= Task brief =
Only the pictures are dropped; the lines of the material that follow are returned exactly.

··· Supplied information

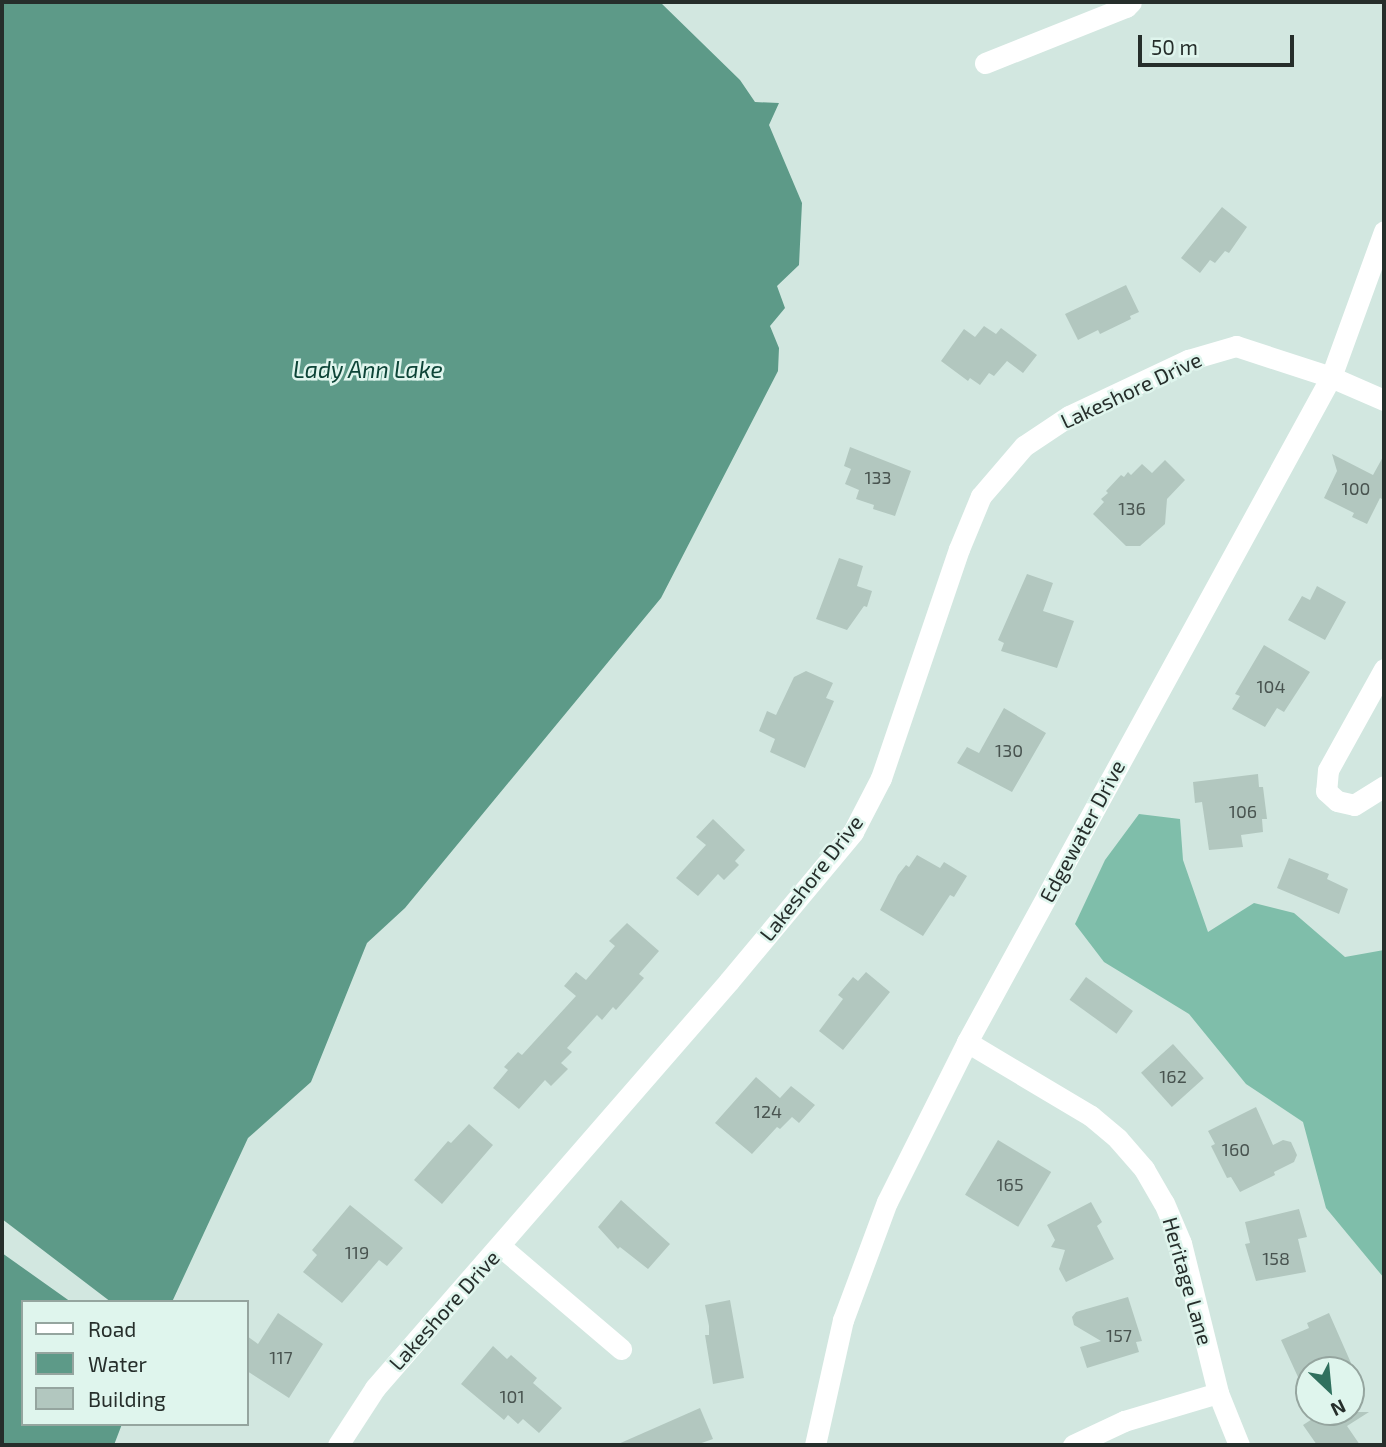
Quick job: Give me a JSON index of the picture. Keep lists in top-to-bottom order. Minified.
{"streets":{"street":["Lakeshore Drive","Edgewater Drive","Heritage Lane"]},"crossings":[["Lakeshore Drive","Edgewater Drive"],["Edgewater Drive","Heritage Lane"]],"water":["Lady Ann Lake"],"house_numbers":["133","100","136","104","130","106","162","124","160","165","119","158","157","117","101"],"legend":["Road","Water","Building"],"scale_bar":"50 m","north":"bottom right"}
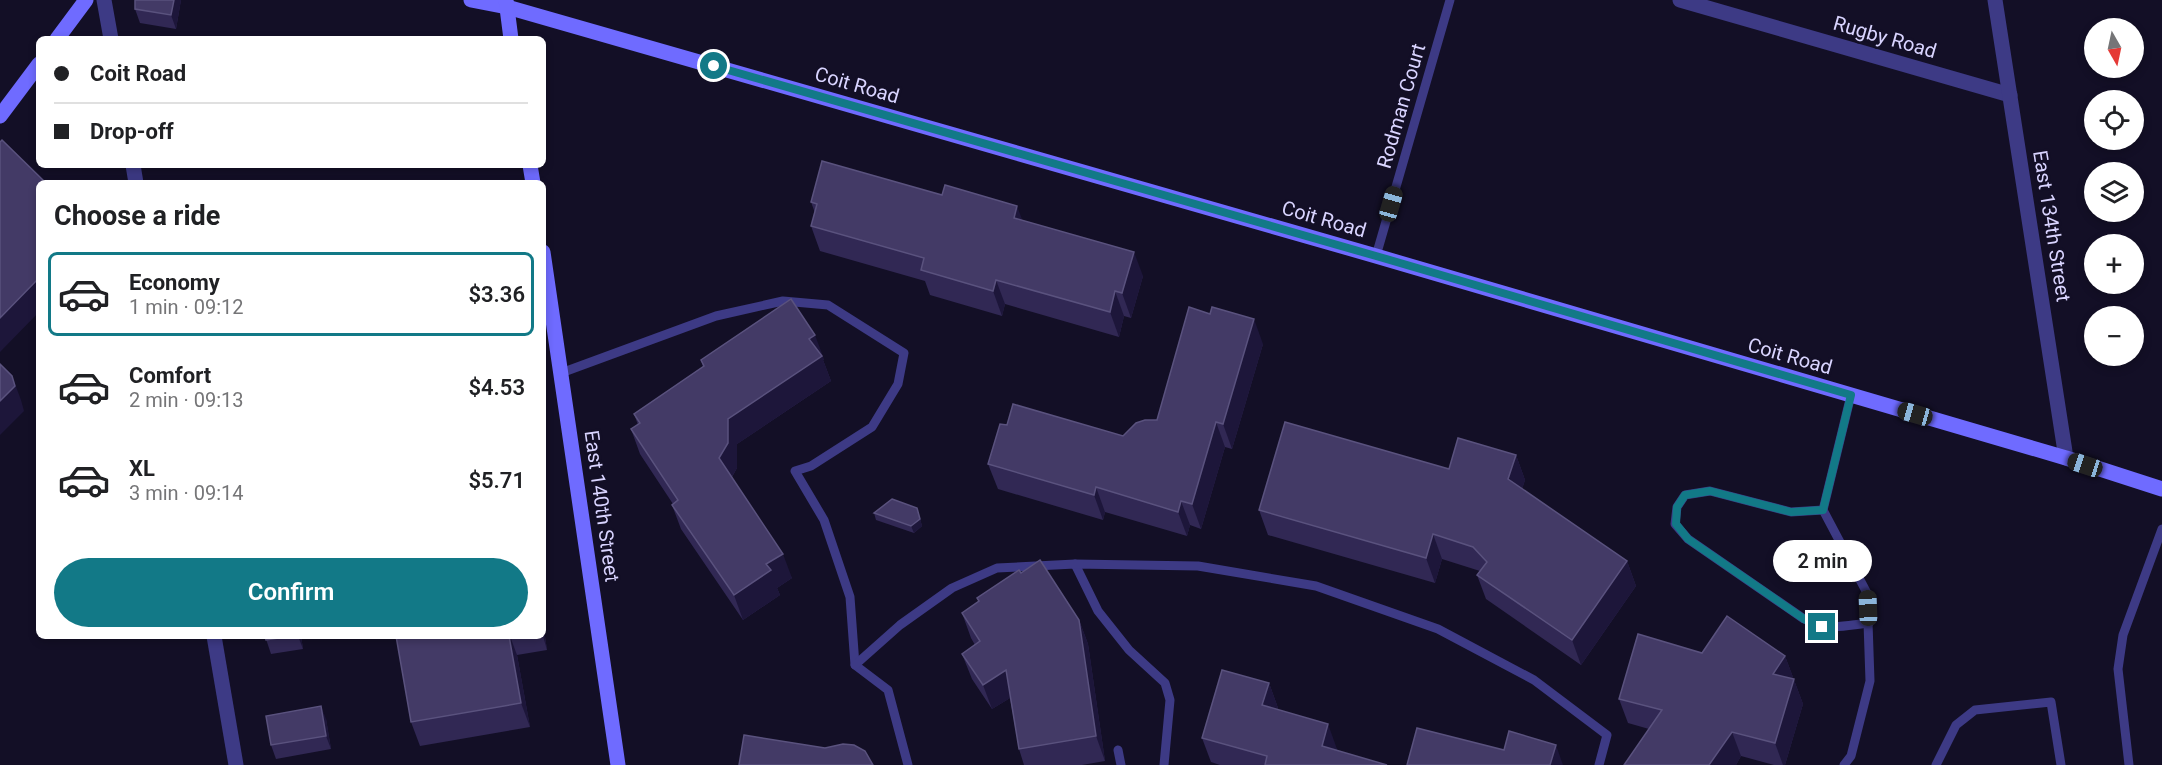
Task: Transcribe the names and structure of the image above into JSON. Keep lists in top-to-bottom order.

······

= Response to the exercise =
Quick job: Give me a JSON index of the picture. Keep lists in top-to-bottom order. Minified.
{"streets":{"street":["Lakeshore Drive","Edgewater Drive","Heritage Lane"]},"crossings":[["Lakeshore Drive","Edgewater Drive"],["Edgewater Drive","Heritage Lane"]],"water":["Lady Ann Lake"],"house_numbers":["133","100","136","104","130","106","162","124","160","165","119","158","157","117","101"],"legend":["Road","Water","Building"],"scale_bar":"50 m","north":"bottom right"}
Task: Transcribe the names and structure of the image above into JSON. Keep lists in top-to-bottom order.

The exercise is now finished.